MATERIAL SHOWN below:

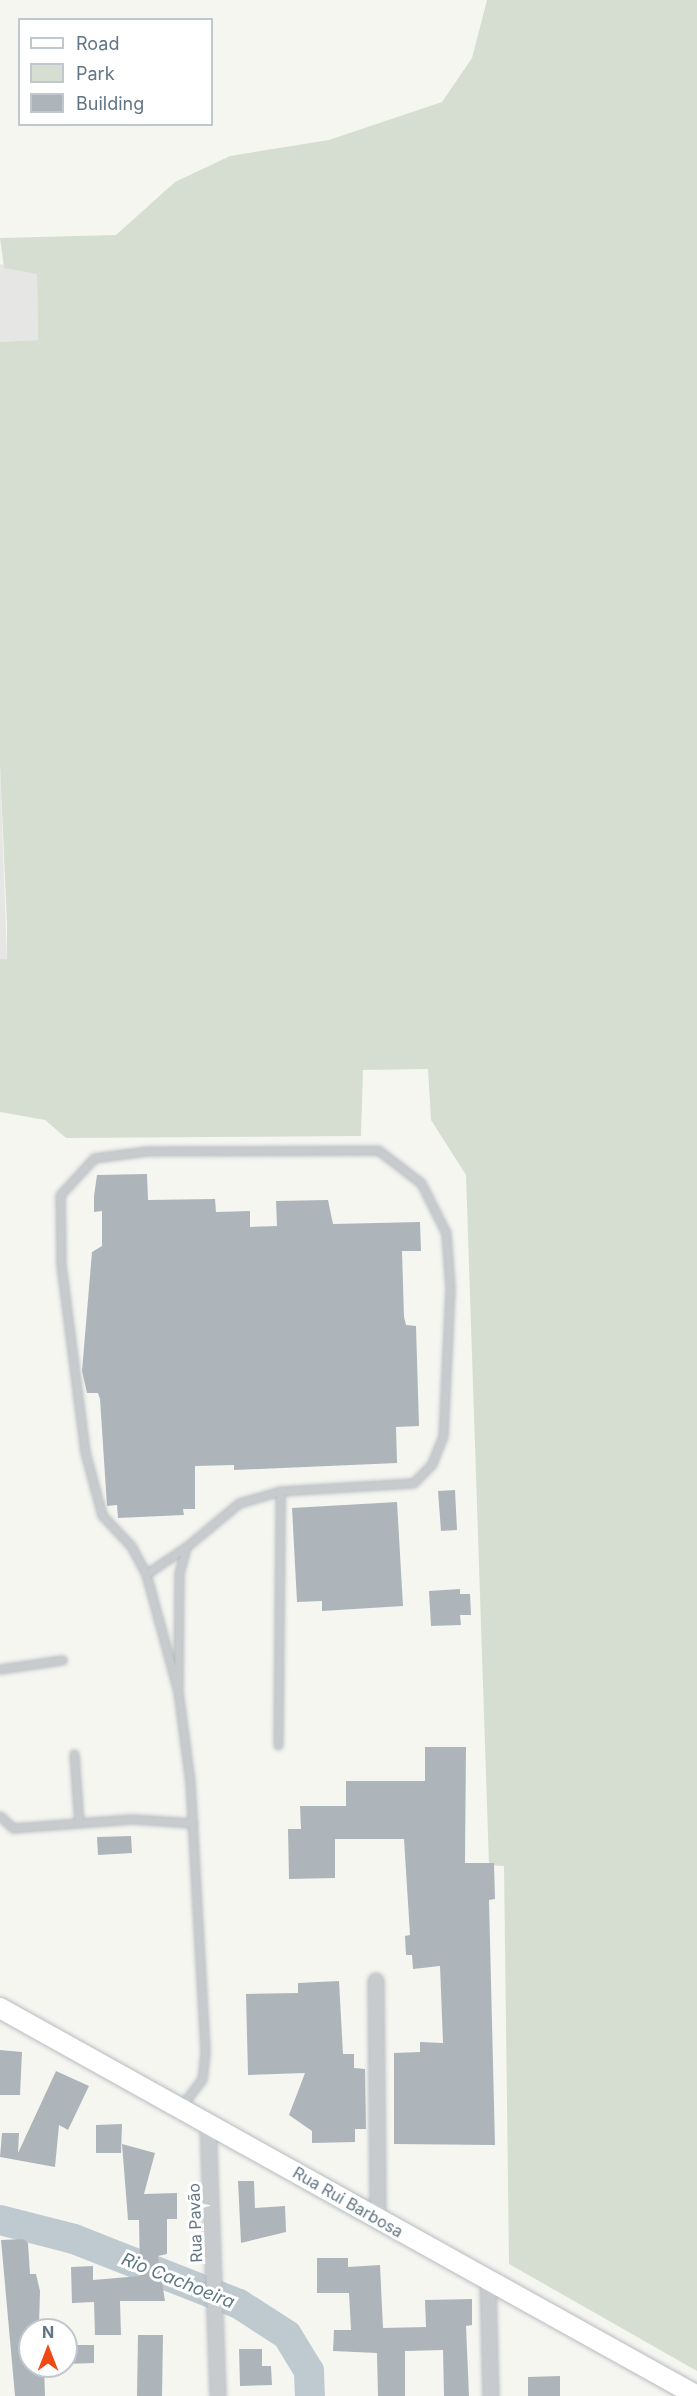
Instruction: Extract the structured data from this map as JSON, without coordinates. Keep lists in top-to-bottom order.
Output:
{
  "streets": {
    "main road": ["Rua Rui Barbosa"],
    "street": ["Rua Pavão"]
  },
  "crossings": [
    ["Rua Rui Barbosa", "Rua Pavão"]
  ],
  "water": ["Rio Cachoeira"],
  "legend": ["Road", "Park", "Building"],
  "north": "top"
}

End of MATERIAL SHOWN.

● YOUR ASSIGNMENT: Restate all entries exactly; pictures stay out.

● RESULT OF THIS EXERCISE:
Instruction: Extract the structured data from this map as JSON, without coordinates. Keep lists in top-to-bottom order.
Output:
{
  "streets": {
    "main road": ["Rua Rui Barbosa"],
    "street": ["Rua Pavão"]
  },
  "crossings": [
    ["Rua Rui Barbosa", "Rua Pavão"]
  ],
  "water": ["Rio Cachoeira"],
  "legend": ["Road", "Park", "Building"],
  "north": "top"
}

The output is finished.